_Task instructions_
Every single entry that follows is to be retyped exactly.

_Material for the task_
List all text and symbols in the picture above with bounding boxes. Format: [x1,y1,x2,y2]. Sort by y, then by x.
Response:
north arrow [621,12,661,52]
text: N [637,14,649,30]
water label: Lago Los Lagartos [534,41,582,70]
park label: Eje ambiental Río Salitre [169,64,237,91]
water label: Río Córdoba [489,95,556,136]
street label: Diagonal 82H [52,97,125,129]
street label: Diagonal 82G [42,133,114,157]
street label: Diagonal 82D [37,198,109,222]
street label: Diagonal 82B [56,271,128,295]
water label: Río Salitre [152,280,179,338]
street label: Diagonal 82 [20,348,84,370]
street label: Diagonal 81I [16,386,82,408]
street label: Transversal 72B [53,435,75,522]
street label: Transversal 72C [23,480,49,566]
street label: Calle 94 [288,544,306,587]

_Task answer_
List all text and symbols in the picture above with bounding boxes. Format: [x1,y1,x2,y2]. Sort by y, then by x.
Response:
north arrow [621,12,661,52]
text: N [637,14,649,30]
water label: Lago Los Lagartos [534,41,582,70]
park label: Eje ambiental Río Salitre [169,64,237,91]
water label: Río Córdoba [489,95,556,136]
street label: Diagonal 82H [52,97,125,129]
street label: Diagonal 82G [42,133,114,157]
street label: Diagonal 82D [37,198,109,222]
street label: Diagonal 82B [56,271,128,295]
water label: Río Salitre [152,280,179,338]
street label: Diagonal 82 [20,348,84,370]
street label: Diagonal 81I [16,386,82,408]
street label: Transversal 72B [53,435,75,522]
street label: Transversal 72C [23,480,49,566]
street label: Calle 94 [288,544,306,587]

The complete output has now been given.